(Collected data entries)
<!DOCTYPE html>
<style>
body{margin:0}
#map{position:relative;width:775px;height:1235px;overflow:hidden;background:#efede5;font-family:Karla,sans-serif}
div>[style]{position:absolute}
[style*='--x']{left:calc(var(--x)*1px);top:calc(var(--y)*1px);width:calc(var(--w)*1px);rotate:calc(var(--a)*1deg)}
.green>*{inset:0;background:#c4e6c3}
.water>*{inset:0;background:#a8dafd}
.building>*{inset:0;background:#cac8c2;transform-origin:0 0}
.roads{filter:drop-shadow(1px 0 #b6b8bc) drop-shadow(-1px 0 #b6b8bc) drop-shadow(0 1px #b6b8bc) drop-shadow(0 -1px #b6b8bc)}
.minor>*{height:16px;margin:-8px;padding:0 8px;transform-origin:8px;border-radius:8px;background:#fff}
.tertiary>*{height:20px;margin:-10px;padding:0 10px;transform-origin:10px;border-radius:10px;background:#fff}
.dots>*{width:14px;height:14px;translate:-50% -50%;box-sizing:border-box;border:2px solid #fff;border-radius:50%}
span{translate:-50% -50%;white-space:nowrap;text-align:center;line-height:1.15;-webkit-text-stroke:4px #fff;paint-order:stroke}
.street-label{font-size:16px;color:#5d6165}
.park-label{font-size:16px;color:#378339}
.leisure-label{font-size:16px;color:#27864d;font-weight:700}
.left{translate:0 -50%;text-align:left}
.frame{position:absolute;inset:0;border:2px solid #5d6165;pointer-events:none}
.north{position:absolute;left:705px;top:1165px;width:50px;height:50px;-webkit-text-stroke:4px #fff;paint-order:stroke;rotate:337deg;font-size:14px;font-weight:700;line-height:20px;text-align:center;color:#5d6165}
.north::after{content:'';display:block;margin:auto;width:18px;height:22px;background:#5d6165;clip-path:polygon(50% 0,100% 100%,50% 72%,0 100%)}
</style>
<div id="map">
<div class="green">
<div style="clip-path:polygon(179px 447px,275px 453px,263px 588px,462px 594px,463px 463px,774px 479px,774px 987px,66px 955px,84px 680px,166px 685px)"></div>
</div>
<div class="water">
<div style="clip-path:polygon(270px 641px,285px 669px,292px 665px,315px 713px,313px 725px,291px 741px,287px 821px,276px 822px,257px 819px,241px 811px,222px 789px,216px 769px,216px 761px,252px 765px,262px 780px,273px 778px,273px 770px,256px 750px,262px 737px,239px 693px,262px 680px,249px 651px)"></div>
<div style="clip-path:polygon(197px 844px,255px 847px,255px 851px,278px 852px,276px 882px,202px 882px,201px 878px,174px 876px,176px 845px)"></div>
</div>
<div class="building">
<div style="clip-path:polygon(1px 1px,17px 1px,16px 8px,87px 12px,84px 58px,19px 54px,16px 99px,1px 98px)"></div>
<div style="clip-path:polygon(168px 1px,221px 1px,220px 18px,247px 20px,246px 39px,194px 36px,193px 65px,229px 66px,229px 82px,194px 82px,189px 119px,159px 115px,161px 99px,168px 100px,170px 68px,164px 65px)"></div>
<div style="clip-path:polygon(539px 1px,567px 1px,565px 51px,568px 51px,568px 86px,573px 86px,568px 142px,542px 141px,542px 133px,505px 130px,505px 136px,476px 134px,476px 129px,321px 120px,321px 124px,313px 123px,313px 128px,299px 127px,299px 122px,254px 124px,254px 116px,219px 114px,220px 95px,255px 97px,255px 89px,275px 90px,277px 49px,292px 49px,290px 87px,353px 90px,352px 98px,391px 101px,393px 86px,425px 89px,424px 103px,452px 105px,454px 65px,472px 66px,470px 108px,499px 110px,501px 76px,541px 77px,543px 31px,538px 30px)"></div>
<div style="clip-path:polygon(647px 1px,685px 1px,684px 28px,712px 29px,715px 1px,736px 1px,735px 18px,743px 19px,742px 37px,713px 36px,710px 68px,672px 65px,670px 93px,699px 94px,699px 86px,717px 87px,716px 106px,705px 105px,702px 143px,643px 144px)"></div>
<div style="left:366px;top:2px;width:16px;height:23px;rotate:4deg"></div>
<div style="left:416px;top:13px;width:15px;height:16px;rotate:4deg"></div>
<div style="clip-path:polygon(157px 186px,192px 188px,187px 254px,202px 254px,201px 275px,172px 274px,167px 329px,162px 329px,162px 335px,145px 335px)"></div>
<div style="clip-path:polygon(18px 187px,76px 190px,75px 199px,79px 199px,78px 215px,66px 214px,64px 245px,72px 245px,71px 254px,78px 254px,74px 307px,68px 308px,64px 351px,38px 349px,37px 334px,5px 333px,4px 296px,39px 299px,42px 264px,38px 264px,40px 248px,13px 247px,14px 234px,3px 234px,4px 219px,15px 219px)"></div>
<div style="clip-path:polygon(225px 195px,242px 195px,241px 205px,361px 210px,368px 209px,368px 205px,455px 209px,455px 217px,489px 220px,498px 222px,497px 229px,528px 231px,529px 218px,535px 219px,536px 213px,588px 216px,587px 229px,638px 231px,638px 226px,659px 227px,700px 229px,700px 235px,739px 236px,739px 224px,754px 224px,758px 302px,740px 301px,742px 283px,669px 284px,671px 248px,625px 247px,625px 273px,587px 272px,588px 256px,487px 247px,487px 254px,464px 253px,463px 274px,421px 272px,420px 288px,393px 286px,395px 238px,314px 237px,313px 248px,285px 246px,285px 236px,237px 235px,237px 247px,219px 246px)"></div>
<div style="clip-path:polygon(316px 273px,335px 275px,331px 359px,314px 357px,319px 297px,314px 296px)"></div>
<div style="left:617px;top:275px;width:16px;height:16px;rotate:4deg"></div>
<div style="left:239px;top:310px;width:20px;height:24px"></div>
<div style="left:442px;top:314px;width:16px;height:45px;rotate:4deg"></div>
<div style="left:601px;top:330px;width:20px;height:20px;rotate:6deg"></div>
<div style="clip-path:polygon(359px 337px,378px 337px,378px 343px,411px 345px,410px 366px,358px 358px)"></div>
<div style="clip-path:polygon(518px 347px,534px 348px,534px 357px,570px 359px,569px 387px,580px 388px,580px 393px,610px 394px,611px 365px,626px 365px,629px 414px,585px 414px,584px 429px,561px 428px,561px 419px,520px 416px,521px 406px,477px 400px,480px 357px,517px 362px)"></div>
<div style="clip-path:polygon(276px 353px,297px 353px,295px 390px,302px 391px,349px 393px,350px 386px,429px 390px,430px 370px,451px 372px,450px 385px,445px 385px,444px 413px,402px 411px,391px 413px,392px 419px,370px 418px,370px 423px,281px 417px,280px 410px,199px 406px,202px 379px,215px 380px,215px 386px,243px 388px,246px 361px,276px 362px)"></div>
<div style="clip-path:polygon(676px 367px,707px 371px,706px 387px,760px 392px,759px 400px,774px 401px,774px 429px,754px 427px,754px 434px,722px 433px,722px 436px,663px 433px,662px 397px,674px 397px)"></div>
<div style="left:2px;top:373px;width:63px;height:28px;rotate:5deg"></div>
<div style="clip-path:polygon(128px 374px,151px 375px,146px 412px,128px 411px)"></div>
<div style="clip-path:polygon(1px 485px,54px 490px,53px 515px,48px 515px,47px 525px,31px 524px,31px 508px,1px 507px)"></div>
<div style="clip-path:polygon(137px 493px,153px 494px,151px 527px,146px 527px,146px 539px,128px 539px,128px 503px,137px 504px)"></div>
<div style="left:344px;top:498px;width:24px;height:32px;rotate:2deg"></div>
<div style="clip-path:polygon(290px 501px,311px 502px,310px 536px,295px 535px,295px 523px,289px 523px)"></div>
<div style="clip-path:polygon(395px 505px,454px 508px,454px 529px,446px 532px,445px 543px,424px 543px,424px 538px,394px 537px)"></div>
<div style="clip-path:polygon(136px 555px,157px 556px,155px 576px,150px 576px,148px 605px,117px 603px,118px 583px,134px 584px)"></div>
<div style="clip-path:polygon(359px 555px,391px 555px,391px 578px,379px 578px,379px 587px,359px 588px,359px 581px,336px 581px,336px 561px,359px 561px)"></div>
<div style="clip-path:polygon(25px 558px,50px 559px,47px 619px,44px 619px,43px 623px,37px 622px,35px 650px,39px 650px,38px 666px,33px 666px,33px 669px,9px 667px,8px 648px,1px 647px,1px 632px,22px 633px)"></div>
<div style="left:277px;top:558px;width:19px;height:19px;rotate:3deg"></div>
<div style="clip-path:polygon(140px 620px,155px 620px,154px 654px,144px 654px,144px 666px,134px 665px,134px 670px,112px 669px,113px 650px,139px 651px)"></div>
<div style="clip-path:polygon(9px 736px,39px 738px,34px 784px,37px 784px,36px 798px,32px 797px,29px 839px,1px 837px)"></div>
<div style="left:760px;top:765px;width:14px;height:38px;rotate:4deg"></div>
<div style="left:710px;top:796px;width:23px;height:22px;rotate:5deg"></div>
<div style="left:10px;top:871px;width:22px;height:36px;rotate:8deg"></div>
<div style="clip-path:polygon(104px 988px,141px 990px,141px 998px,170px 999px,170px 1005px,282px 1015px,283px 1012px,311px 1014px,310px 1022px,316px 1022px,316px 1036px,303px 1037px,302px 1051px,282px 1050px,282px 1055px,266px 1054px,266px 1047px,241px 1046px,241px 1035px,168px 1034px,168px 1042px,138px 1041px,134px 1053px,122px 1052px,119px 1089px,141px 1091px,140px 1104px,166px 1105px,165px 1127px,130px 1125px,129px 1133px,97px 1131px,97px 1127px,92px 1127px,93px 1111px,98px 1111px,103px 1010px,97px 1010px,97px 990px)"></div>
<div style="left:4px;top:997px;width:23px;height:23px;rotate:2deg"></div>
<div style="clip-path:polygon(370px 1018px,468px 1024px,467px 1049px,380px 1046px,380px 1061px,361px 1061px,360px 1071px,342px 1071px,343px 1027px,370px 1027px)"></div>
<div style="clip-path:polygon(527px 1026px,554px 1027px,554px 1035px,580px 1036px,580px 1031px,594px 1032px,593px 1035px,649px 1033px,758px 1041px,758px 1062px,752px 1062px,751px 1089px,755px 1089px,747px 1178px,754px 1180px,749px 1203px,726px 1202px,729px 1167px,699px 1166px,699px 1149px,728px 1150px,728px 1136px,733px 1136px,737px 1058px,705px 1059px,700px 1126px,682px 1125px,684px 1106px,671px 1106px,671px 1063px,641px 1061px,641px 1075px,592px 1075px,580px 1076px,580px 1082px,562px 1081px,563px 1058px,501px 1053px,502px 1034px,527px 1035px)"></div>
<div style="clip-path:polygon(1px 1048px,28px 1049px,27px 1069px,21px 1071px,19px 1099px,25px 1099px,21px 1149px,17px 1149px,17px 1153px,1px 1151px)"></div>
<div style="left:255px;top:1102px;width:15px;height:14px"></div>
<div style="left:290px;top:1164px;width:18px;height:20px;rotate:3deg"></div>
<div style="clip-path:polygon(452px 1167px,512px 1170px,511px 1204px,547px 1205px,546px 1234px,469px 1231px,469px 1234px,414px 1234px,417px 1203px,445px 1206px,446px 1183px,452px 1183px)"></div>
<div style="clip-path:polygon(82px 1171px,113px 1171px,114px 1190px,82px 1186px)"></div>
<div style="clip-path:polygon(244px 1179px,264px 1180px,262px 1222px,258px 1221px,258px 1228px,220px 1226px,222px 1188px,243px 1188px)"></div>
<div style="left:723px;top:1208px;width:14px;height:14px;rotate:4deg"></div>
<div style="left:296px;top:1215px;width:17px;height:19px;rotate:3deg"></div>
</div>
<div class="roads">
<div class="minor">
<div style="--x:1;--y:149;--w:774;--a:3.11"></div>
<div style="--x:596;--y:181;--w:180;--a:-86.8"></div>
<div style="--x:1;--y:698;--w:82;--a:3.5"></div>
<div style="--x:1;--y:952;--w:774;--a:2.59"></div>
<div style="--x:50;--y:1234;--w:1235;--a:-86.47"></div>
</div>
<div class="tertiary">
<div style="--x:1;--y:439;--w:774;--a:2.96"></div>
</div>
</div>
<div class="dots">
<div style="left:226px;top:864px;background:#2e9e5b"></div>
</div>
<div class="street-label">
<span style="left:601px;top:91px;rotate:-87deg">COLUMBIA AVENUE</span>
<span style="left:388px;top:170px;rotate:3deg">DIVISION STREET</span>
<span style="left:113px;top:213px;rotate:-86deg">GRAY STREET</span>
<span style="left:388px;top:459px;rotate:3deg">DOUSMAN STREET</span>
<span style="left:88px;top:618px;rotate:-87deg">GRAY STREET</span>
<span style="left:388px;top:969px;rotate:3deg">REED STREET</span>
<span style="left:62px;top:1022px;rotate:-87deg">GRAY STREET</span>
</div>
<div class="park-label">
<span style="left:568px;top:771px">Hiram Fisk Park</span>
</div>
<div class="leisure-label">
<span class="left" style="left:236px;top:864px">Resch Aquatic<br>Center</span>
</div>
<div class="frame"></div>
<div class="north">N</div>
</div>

Aim of the task: Taking the entries above, print exactly the lines starting at the line with "988px,141px 990px,141px 998px,170px" and ending at the line with "1171px,113px 1171px,114px 1190px,82px", both included.

Solved problem:
<div style="clip-path:polygon(104px 988px,141px 990px,141px 998px,170px 999px,170px 1005px,282px 1015px,283px 1012px,311px 1014px,310px 1022px,316px 1022px,316px 1036px,303px 1037px,302px 1051px,282px 1050px,282px 1055px,266px 1054px,266px 1047px,241px 1046px,241px 1035px,168px 1034px,168px 1042px,138px 1041px,134px 1053px,122px 1052px,119px 1089px,141px 1091px,140px 1104px,166px 1105px,165px 1127px,130px 1125px,129px 1133px,97px 1131px,97px 1127px,92px 1127px,93px 1111px,98px 1111px,103px 1010px,97px 1010px,97px 990px)"></div>
<div style="left:4px;top:997px;width:23px;height:23px;rotate:2deg"></div>
<div style="clip-path:polygon(370px 1018px,468px 1024px,467px 1049px,380px 1046px,380px 1061px,361px 1061px,360px 1071px,342px 1071px,343px 1027px,370px 1027px)"></div>
<div style="clip-path:polygon(527px 1026px,554px 1027px,554px 1035px,580px 1036px,580px 1031px,594px 1032px,593px 1035px,649px 1033px,758px 1041px,758px 1062px,752px 1062px,751px 1089px,755px 1089px,747px 1178px,754px 1180px,749px 1203px,726px 1202px,729px 1167px,699px 1166px,699px 1149px,728px 1150px,728px 1136px,733px 1136px,737px 1058px,705px 1059px,700px 1126px,682px 1125px,684px 1106px,671px 1106px,671px 1063px,641px 1061px,641px 1075px,592px 1075px,580px 1076px,580px 1082px,562px 1081px,563px 1058px,501px 1053px,502px 1034px,527px 1035px)"></div>
<div style="clip-path:polygon(1px 1048px,28px 1049px,27px 1069px,21px 1071px,19px 1099px,25px 1099px,21px 1149px,17px 1149px,17px 1153px,1px 1151px)"></div>
<div style="left:255px;top:1102px;width:15px;height:14px"></div>
<div style="left:290px;top:1164px;width:18px;height:20px;rotate:3deg"></div>
<div style="clip-path:polygon(452px 1167px,512px 1170px,511px 1204px,547px 1205px,546px 1234px,469px 1231px,469px 1234px,414px 1234px,417px 1203px,445px 1206px,446px 1183px,452px 1183px)"></div>
<div style="clip-path:polygon(82px 1171px,113px 1171px,114px 1190px,82px 1186px)"></div>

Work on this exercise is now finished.